__Work instruction__: What lines of the data include the string "Anadolu"? Copy them all.

__Data to examine__:

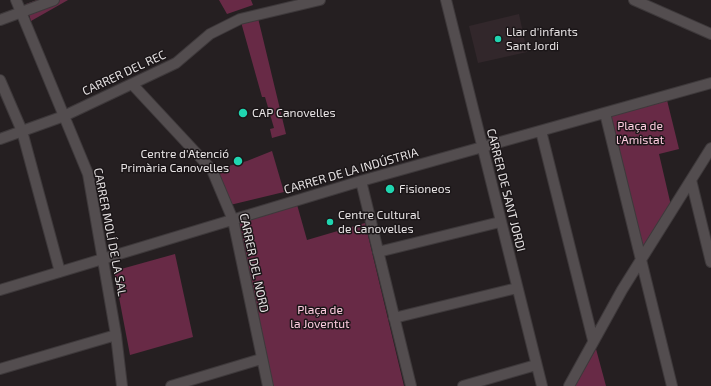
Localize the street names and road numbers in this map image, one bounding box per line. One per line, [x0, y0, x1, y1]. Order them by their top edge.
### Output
street label: CARRER DEL REC [80, 47, 168, 99]
street label: CARRER DE SANT JORDI [484, 127, 528, 253]
street label: CARRER DE LA INDÚSTRIA [282, 145, 420, 197]
street label: CARRER MOLÍ DE LA SAL [90, 167, 130, 297]
street label: CARRER DEL NORD [236, 212, 272, 314]

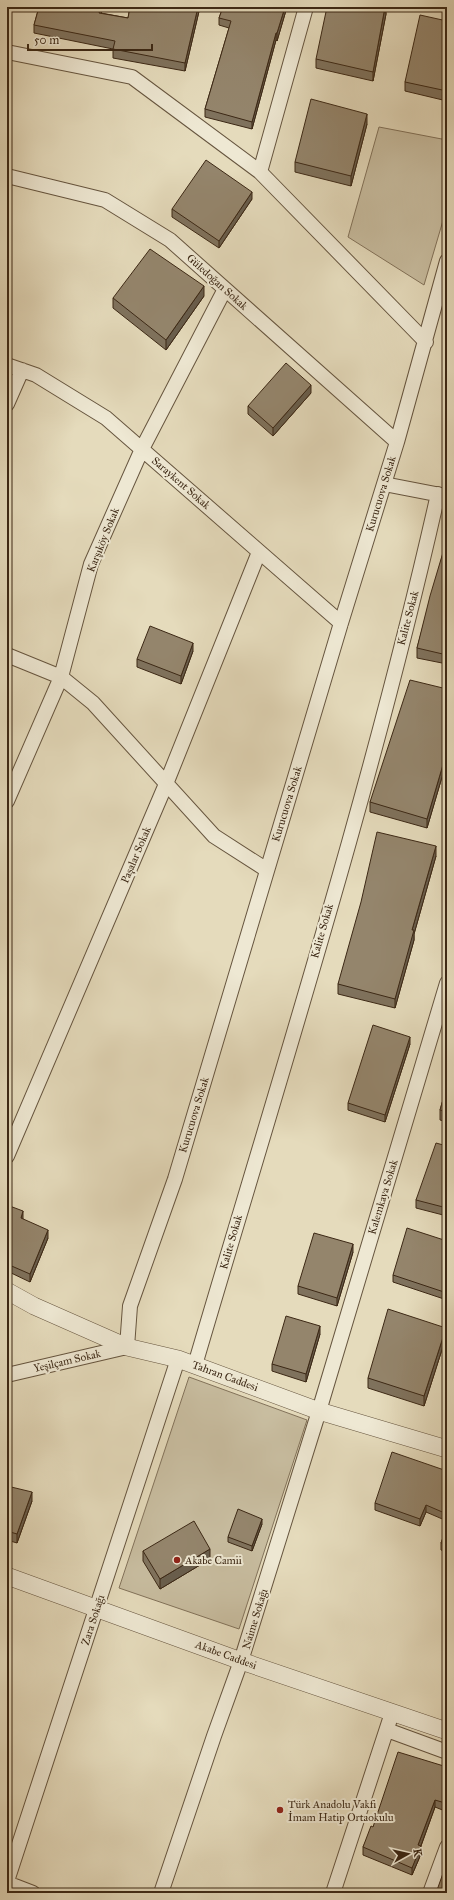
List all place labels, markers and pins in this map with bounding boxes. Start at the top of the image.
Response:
place label: Akabe Camii [184,1554,242,1567]
marker: Akabe Camii [172,1555,182,1565]
place label: Türk Anadolu Vakfı İmam Hatip Ortaokulu [288,1798,394,1824]
marker: Türk Anadolu Vakfı İmam Hatip Ortaokulu [275,1805,285,1815]

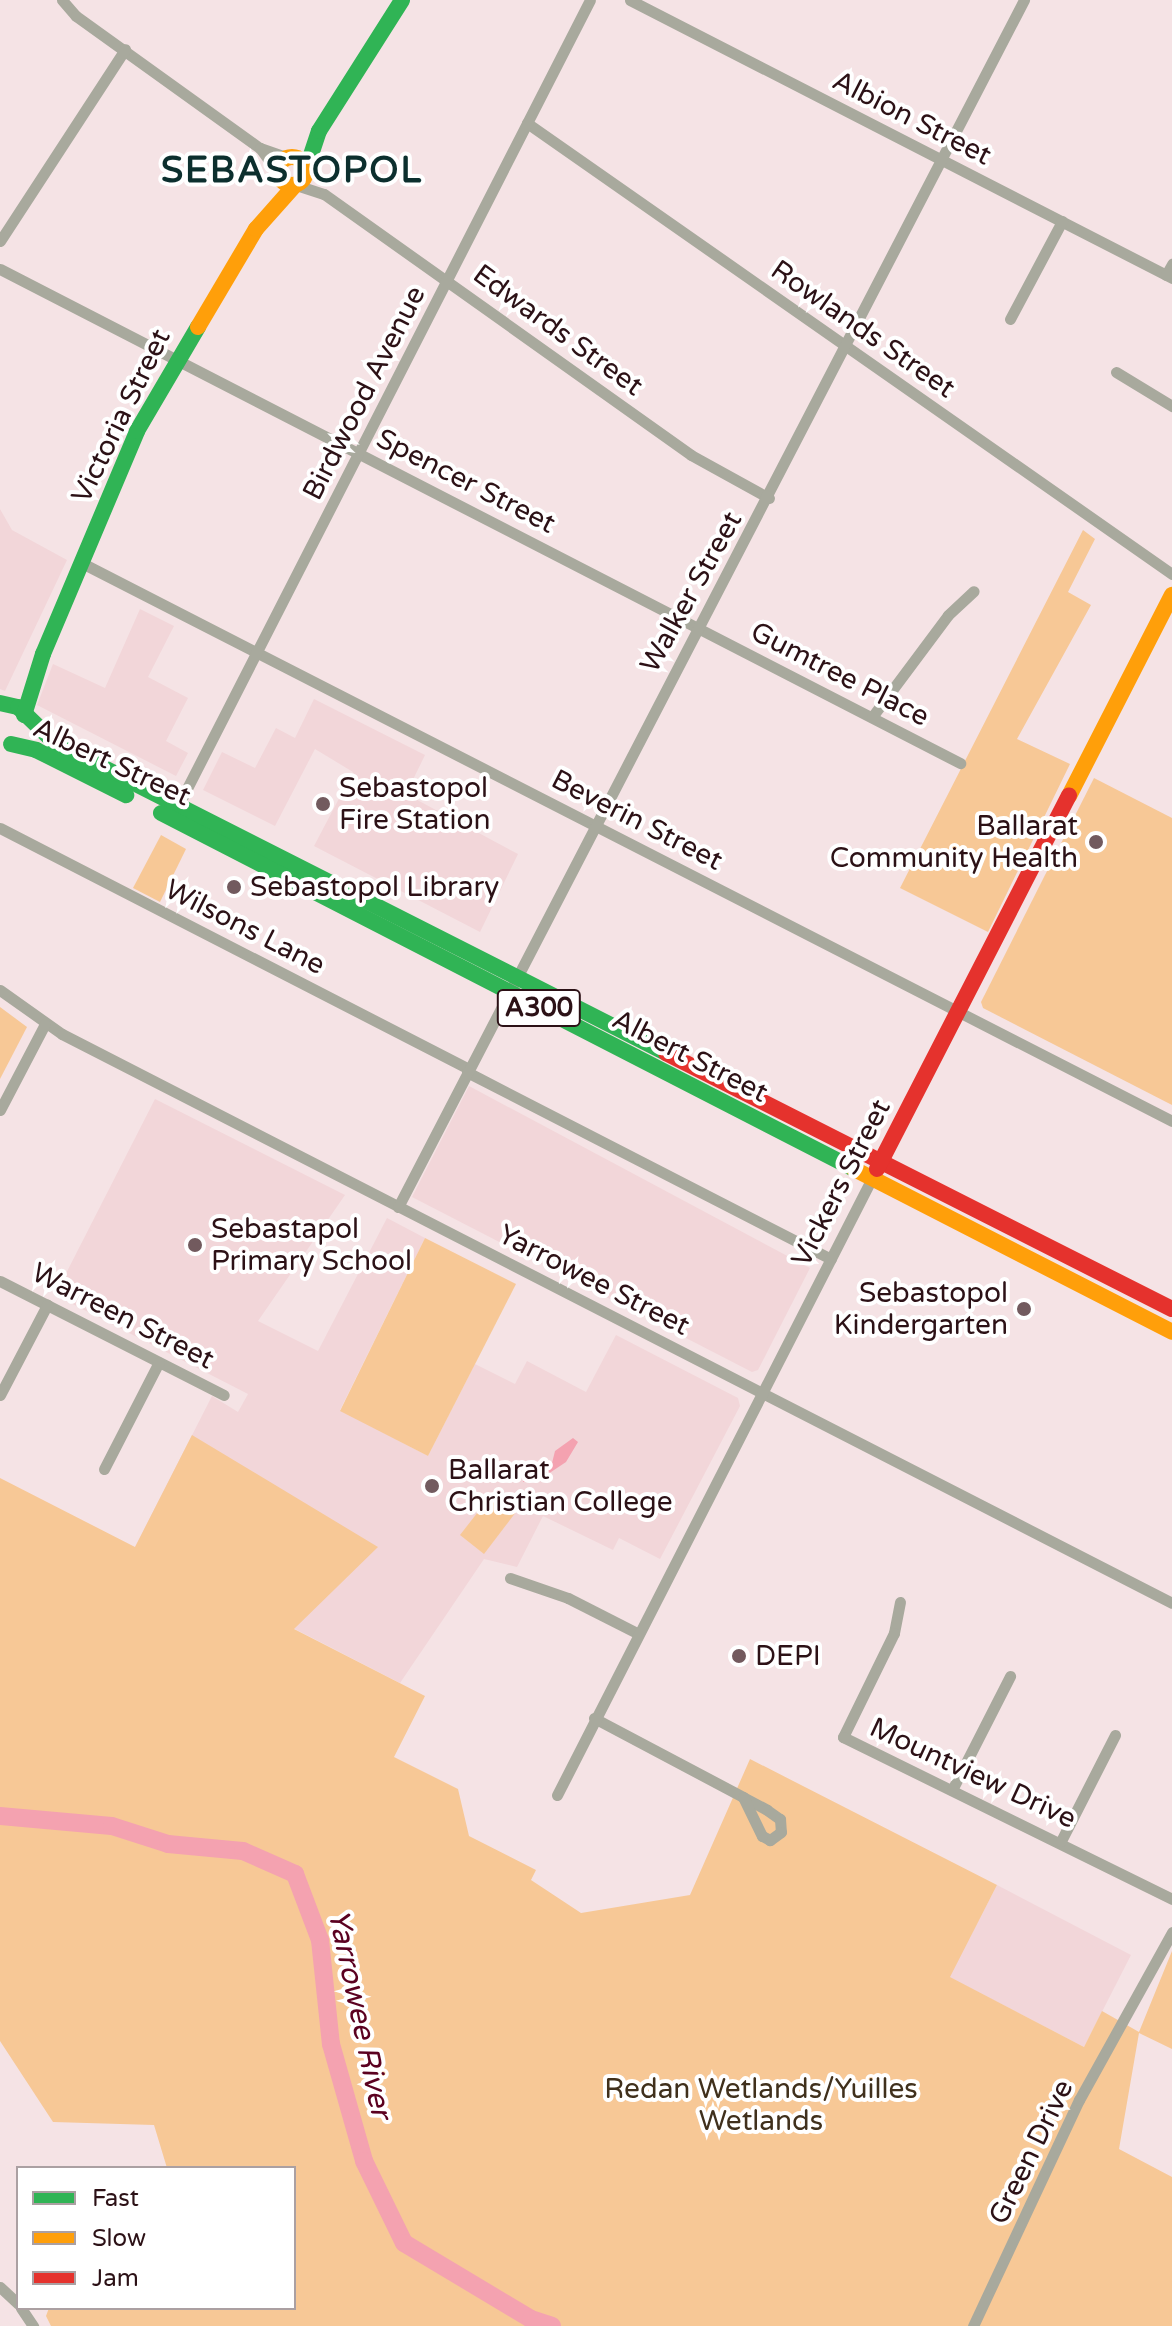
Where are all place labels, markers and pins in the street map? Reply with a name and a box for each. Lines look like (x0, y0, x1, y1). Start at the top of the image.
place label: Sebastopol Fire Station (339, 771, 491, 837)
marker: Sebastopol Fire Station (314, 795, 332, 813)
place label: Ballarat Community Health (830, 809, 1078, 875)
marker: Ballarat Community Health (1085, 831, 1107, 853)
place label: Sebastopol Library (250, 870, 499, 904)
marker: Sebastopol Library (225, 878, 243, 896)
place label: Sebastapol Primary School (211, 1212, 412, 1278)
marker: Sebastapol Primary School (186, 1236, 204, 1254)
place label: Sebastopol Kindergarten (834, 1276, 1008, 1342)
marker: Sebastopol Kindergarten (1015, 1300, 1033, 1318)
place label: Ballarat Christian College (448, 1453, 673, 1519)
marker: Ballarat Christian College (423, 1477, 441, 1495)
place label: DEPI (755, 1639, 821, 1673)
marker: DEPI (730, 1647, 748, 1665)

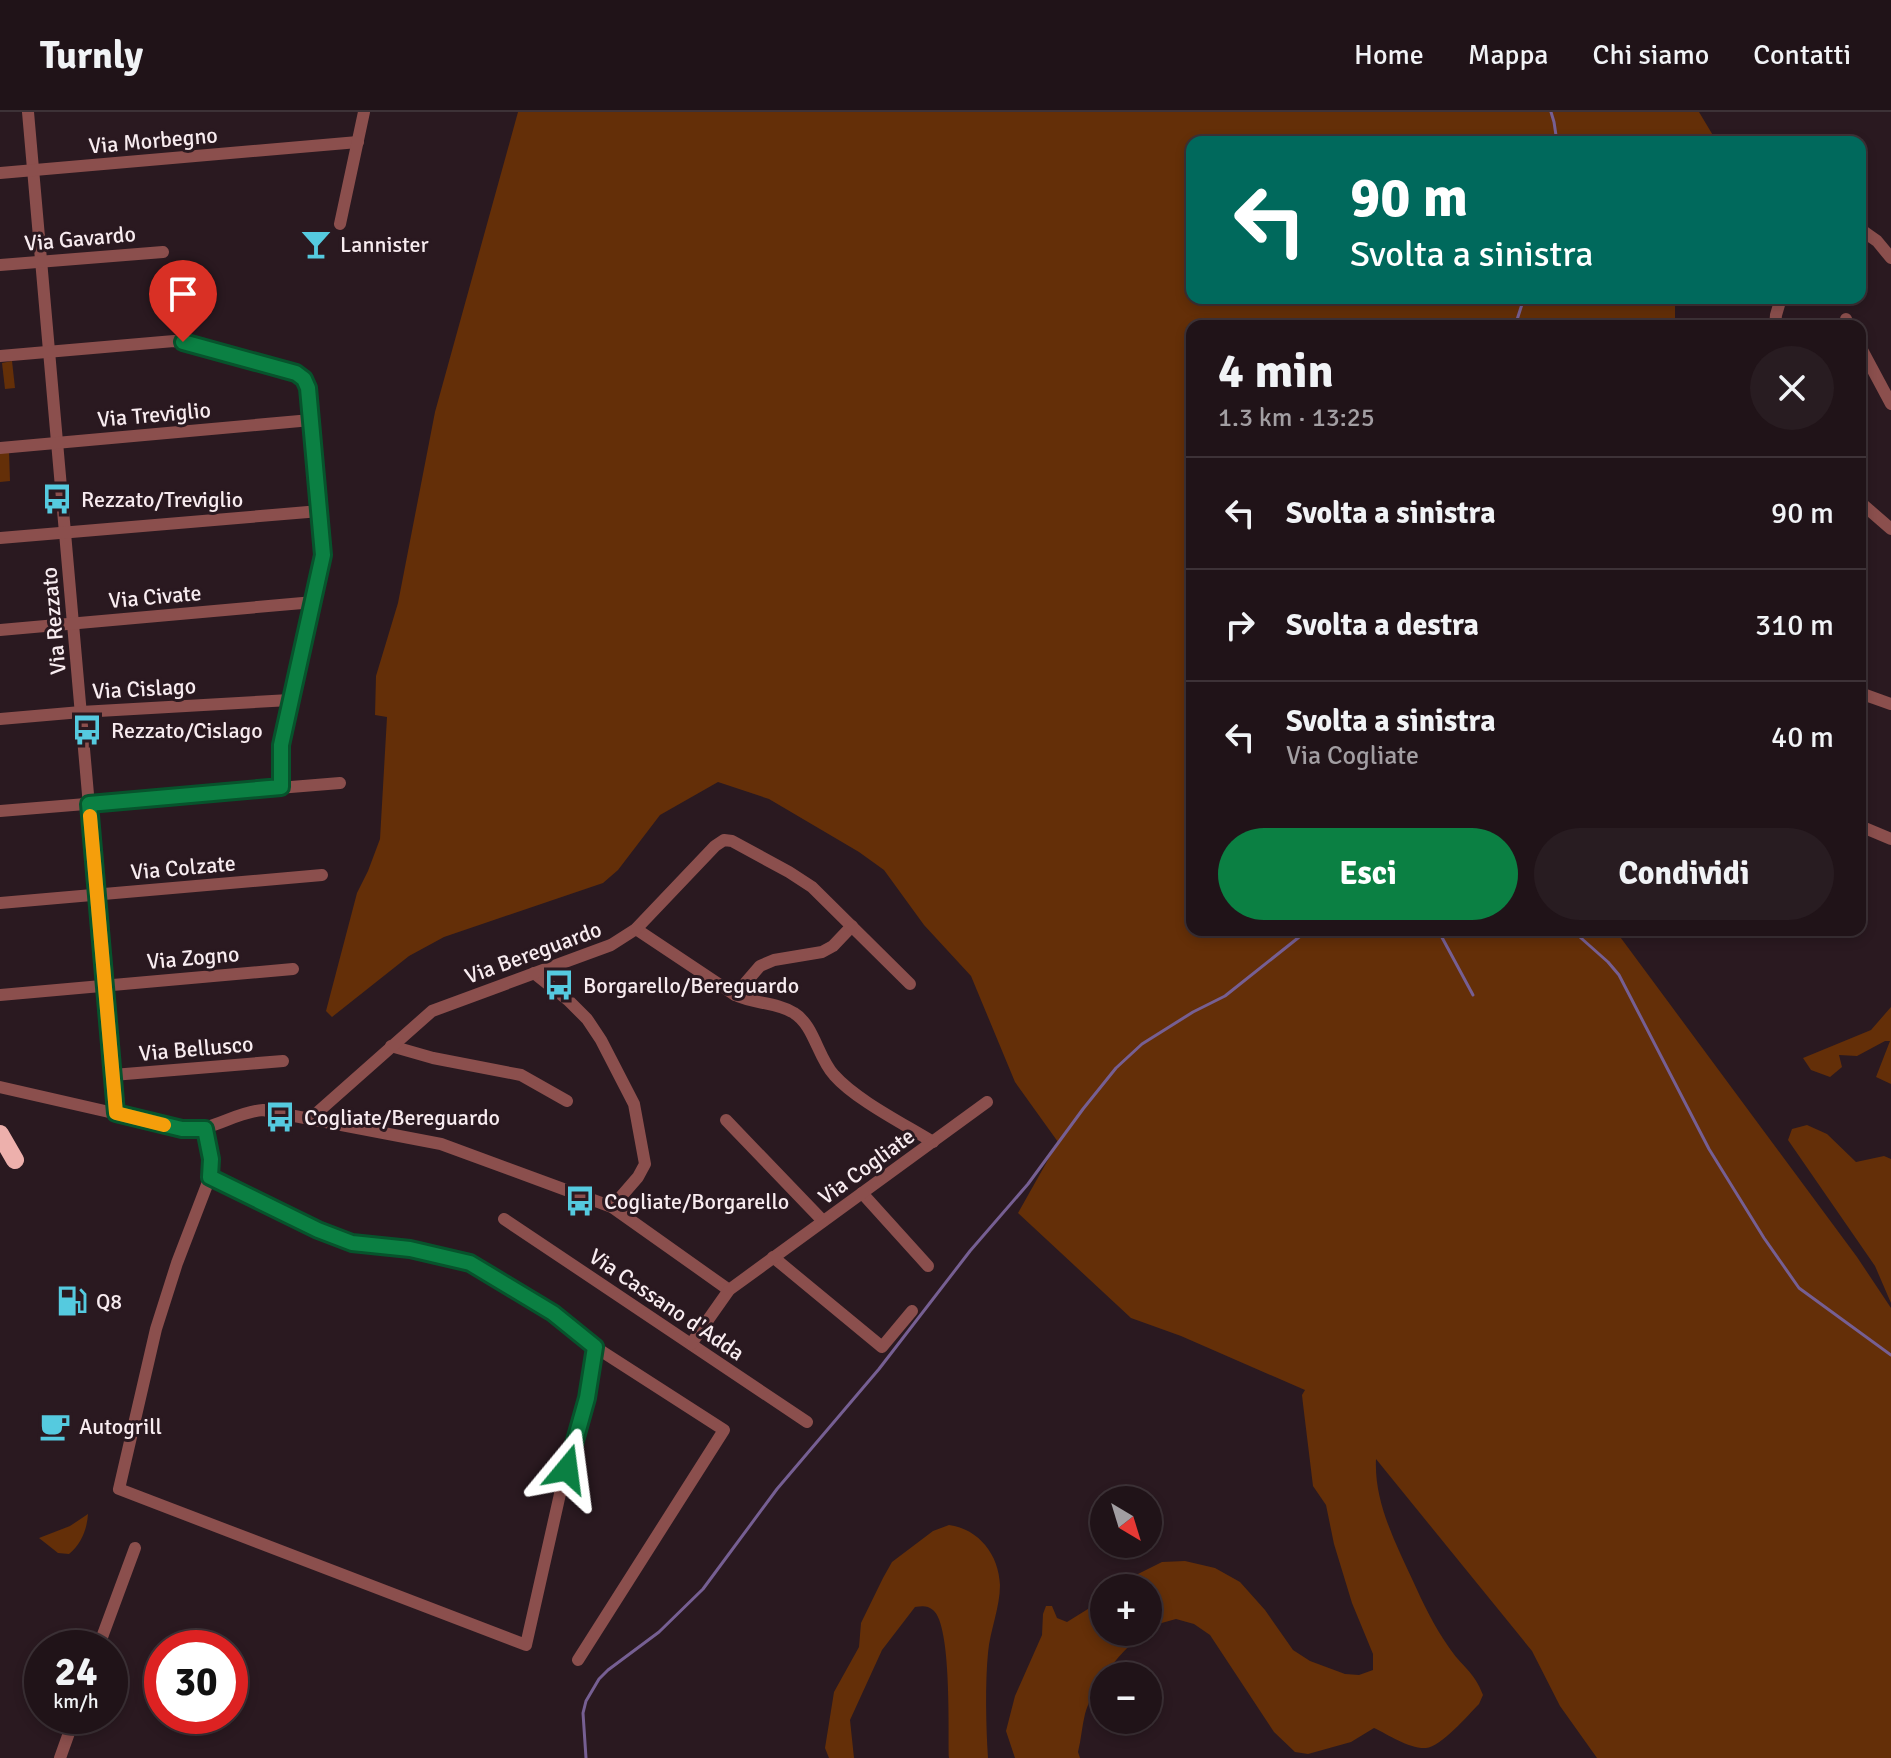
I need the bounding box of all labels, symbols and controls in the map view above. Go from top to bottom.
text: Turnly [40,32,143,79]
text: Home [1354,38,1424,72]
text: Mappa [1468,38,1549,72]
text: Chi siamo [1593,38,1709,72]
text: Contatti [1753,38,1851,72]
street label: Via Morbegno [87,121,219,160]
text: 90 m [1350,163,1468,232]
icon: left [1218,168,1322,272]
street label: Via Gavardo [23,220,137,257]
bar icon: Lannister [299,227,333,261]
place label: Lannister [340,231,429,258]
text: Svolta a sinistra [1350,232,1593,277]
pin [149,260,217,342]
icon: arrive [161,272,205,316]
text: 4 min [1218,342,1334,401]
button: close [1750,346,1834,430]
street label: Via Treviglio [96,396,212,433]
text: 1.3 km · 13:25 [1218,402,1375,434]
bus stop icon: Rezzato/Treviglio [40,482,74,516]
place label: Rezzato/Treviglio [81,486,243,513]
icon: left [1218,491,1262,535]
text: Svolta a sinistra [1286,495,1496,532]
text: 90 m [1771,495,1834,532]
street label: Via Rezzato [35,566,72,676]
street label: Via Civate [108,579,203,614]
icon: right [1218,603,1262,647]
text: Svolta a destra [1286,607,1479,644]
text: 310 m [1755,607,1834,644]
street label: Via Cislago [91,672,197,705]
text: Svolta a sinistra [1286,703,1496,740]
bus stop icon: Rezzato/Cislago [70,713,104,747]
icon: left [1218,715,1262,759]
place label: Rezzato/Cislago [111,717,263,744]
text: 40 m [1771,719,1834,756]
text: Via Cogliate [1286,740,1419,772]
button: Esci [1218,828,1518,920]
button: Condividi [1534,828,1834,920]
street label: Via Colzate [129,849,237,886]
street label: Via Bereguardo [461,915,605,990]
street label: Via Zogno [146,940,240,975]
bus stop icon: Borgarello/Bereguardo [542,968,576,1002]
place label: Borgarello/Bereguardo [583,972,799,999]
street label: Via Bellusco [138,1030,254,1067]
bus stop icon: Cogliate/Bereguardo [263,1100,297,1134]
place label: Cogliate/Bereguardo [304,1104,500,1131]
street label: Via Cogliate [813,1122,920,1210]
bus stop icon: Cogliate/Borgarello [563,1184,597,1218]
place label: Cogliate/Borgarello [604,1188,789,1215]
street label: Via Cassano d'Adda [584,1242,750,1366]
fuel station icon: Q8 [55,1284,89,1318]
place label: Q8 [96,1288,122,1315]
cafe icon: Autogrill [38,1409,72,1443]
place label: Autogrill [79,1413,162,1440]
position arrow [525,1427,609,1511]
north arrow [1090,1486,1162,1558]
map controls [1090,1486,1162,1734]
button: + [1090,1574,1162,1646]
speed limit sign: 30 [144,1630,248,1734]
text: 24 [54,1647,98,1697]
button: − [1090,1662,1162,1734]
text: km/h [53,1689,99,1714]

__Result of this task__:
place label: Türk Anadolu Vakfı İmam Hatip Ortaokulu [288,1798,394,1824]
marker: Türk Anadolu Vakfı İmam Hatip Ortaokulu [275,1805,285,1815]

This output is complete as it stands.